[Start of section]

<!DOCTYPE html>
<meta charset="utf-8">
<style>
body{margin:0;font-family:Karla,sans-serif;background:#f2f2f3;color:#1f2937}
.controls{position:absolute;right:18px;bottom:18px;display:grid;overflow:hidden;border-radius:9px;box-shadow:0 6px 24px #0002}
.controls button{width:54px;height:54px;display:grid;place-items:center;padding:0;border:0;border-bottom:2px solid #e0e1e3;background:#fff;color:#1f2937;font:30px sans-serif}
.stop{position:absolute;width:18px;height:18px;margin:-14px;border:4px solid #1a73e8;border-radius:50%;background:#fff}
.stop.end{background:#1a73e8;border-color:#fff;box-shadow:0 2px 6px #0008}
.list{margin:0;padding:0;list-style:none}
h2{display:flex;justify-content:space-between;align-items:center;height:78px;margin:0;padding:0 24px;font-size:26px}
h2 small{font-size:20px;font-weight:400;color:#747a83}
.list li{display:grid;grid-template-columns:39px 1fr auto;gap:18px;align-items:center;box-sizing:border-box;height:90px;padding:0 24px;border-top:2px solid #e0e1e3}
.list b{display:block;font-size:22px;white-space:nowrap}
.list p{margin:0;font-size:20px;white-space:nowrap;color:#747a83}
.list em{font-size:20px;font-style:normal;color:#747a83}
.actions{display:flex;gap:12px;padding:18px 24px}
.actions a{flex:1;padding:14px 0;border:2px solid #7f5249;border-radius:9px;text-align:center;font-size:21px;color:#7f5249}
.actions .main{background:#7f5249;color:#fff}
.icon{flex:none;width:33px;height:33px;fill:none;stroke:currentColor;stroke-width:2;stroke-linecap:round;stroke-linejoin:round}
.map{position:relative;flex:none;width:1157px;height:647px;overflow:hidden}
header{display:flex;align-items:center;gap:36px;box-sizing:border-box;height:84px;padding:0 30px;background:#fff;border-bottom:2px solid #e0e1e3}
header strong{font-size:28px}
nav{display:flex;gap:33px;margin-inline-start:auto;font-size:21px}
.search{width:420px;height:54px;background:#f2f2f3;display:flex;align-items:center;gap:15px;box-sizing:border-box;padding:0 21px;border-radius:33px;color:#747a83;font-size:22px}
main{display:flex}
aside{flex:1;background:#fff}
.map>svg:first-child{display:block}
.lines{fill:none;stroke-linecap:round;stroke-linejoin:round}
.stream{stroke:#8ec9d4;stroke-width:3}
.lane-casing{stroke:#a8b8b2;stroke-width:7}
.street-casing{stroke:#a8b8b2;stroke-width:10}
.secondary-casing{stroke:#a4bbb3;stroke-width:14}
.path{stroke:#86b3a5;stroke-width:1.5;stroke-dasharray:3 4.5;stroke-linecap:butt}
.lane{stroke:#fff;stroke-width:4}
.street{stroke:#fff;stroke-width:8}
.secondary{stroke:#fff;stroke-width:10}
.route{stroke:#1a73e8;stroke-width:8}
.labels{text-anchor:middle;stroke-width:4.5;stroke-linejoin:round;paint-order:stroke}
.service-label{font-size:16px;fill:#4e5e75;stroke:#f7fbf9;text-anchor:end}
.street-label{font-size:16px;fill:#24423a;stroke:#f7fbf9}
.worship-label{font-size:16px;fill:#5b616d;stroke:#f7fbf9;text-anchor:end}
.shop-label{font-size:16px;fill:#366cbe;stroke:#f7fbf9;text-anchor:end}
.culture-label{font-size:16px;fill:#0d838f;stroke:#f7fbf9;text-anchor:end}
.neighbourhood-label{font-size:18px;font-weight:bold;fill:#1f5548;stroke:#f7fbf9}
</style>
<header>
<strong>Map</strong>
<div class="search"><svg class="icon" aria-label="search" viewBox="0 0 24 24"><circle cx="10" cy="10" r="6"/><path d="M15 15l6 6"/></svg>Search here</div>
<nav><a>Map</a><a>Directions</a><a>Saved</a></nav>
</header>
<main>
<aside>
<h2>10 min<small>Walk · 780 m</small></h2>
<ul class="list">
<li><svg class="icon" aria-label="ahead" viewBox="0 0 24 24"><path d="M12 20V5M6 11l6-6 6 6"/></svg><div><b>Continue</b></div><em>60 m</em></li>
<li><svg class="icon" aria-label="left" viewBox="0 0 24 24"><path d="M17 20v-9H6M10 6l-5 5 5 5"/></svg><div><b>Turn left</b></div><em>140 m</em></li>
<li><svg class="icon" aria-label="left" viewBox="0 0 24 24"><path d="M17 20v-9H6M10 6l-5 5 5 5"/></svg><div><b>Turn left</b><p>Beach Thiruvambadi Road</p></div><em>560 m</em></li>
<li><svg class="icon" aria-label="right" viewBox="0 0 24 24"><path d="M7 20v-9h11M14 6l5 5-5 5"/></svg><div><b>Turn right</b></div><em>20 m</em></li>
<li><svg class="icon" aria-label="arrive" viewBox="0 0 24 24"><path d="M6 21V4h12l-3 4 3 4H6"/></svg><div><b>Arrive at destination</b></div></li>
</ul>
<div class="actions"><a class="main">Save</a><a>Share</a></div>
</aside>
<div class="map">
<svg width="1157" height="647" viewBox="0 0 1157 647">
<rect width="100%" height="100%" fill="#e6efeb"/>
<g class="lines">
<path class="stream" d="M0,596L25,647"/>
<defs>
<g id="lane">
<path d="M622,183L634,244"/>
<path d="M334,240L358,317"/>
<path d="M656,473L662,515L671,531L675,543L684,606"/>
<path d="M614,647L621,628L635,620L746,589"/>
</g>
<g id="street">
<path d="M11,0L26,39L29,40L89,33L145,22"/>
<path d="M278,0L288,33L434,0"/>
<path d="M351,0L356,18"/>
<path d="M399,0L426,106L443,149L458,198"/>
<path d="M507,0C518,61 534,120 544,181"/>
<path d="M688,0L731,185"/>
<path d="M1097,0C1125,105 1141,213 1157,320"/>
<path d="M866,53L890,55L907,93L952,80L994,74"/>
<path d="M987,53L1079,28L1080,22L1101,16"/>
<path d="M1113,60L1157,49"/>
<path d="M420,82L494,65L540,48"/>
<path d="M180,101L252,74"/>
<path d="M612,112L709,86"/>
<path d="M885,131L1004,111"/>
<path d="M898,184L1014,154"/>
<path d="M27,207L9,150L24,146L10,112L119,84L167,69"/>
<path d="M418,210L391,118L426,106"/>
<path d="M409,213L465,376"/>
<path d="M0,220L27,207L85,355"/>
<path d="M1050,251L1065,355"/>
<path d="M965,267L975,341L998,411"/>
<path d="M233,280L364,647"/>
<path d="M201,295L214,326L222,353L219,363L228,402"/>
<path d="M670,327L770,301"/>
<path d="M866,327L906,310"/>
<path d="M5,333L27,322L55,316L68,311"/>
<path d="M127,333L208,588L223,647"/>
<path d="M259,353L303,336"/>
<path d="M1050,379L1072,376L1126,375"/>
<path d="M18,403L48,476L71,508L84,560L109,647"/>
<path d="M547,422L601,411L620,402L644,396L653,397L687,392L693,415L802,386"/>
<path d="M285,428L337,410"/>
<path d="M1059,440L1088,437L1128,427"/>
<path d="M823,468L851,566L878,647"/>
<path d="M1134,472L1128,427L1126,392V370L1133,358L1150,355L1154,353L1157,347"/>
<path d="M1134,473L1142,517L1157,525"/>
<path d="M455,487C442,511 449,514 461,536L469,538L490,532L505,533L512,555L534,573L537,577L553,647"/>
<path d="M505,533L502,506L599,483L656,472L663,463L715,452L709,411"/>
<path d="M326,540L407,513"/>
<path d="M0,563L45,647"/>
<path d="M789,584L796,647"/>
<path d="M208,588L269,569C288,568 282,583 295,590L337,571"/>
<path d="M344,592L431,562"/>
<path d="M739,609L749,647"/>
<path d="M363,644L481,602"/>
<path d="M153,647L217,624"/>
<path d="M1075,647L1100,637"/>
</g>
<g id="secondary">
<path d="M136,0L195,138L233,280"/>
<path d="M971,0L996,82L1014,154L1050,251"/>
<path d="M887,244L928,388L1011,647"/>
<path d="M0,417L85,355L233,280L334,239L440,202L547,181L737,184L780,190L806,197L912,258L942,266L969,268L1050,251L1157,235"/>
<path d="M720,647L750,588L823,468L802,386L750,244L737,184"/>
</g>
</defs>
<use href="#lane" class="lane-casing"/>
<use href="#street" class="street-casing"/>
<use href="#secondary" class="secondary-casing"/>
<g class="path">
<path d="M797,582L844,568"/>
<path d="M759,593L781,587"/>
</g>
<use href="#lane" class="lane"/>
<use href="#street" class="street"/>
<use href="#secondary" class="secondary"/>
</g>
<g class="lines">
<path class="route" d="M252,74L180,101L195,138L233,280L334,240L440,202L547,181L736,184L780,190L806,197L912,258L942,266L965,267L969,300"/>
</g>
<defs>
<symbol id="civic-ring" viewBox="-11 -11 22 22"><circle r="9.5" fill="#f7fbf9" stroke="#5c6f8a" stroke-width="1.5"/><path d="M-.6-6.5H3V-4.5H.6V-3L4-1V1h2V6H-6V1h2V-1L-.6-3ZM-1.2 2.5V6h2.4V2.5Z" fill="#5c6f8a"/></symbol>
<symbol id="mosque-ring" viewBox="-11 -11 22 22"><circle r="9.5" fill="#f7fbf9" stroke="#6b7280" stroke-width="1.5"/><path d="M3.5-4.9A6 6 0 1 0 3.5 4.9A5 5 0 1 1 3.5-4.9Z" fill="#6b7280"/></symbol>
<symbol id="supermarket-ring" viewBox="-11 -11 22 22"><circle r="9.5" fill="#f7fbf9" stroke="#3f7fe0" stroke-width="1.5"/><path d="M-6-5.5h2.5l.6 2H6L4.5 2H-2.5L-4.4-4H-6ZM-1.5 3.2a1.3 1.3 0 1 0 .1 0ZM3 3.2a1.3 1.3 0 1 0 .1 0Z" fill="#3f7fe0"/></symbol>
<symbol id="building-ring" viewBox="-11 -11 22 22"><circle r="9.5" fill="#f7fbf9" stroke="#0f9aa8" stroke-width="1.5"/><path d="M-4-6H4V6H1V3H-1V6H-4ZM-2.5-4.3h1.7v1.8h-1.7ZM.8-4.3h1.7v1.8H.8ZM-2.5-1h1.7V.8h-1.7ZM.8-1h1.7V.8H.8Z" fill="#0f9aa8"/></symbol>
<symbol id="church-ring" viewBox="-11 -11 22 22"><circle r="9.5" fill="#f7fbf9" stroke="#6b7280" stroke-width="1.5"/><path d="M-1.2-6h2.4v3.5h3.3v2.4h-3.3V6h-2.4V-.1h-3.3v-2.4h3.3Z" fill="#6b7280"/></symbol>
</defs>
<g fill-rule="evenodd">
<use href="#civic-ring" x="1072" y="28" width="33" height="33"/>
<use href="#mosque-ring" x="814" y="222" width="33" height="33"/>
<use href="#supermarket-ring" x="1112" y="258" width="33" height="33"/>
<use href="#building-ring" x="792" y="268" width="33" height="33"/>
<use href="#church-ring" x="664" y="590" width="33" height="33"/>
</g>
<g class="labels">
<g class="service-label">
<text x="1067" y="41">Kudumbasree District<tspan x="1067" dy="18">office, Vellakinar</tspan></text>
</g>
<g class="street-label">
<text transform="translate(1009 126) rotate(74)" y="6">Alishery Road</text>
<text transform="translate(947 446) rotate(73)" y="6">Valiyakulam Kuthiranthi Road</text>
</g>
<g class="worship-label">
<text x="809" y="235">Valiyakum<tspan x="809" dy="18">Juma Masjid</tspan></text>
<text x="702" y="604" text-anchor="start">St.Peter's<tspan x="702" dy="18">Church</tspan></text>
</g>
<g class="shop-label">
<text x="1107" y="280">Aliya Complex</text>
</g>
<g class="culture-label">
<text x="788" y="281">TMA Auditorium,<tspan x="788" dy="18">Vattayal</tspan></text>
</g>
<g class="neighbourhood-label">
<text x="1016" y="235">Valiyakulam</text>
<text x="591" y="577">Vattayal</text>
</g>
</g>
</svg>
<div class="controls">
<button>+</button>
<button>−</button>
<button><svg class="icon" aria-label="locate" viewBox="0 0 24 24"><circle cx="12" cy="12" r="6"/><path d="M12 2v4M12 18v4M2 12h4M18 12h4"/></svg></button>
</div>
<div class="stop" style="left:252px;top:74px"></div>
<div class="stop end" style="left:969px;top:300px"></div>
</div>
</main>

[End of section]

## Goal of the exercise
An answer is complete only when it holds every line above containing the string "controls".

## Solution for this task
.controls{position:absolute;right:18px;bottom:18px;display:grid;overflow:hidden;border-radius:9px;box-shadow:0 6px 24px #0002}
.controls button{width:54px;height:54px;display:grid;place-items:center;padding:0;border:0;border-bottom:2px solid #e0e1e3;background:#fff;color:#1f2937;font:30px sans-serif}
<div class="controls">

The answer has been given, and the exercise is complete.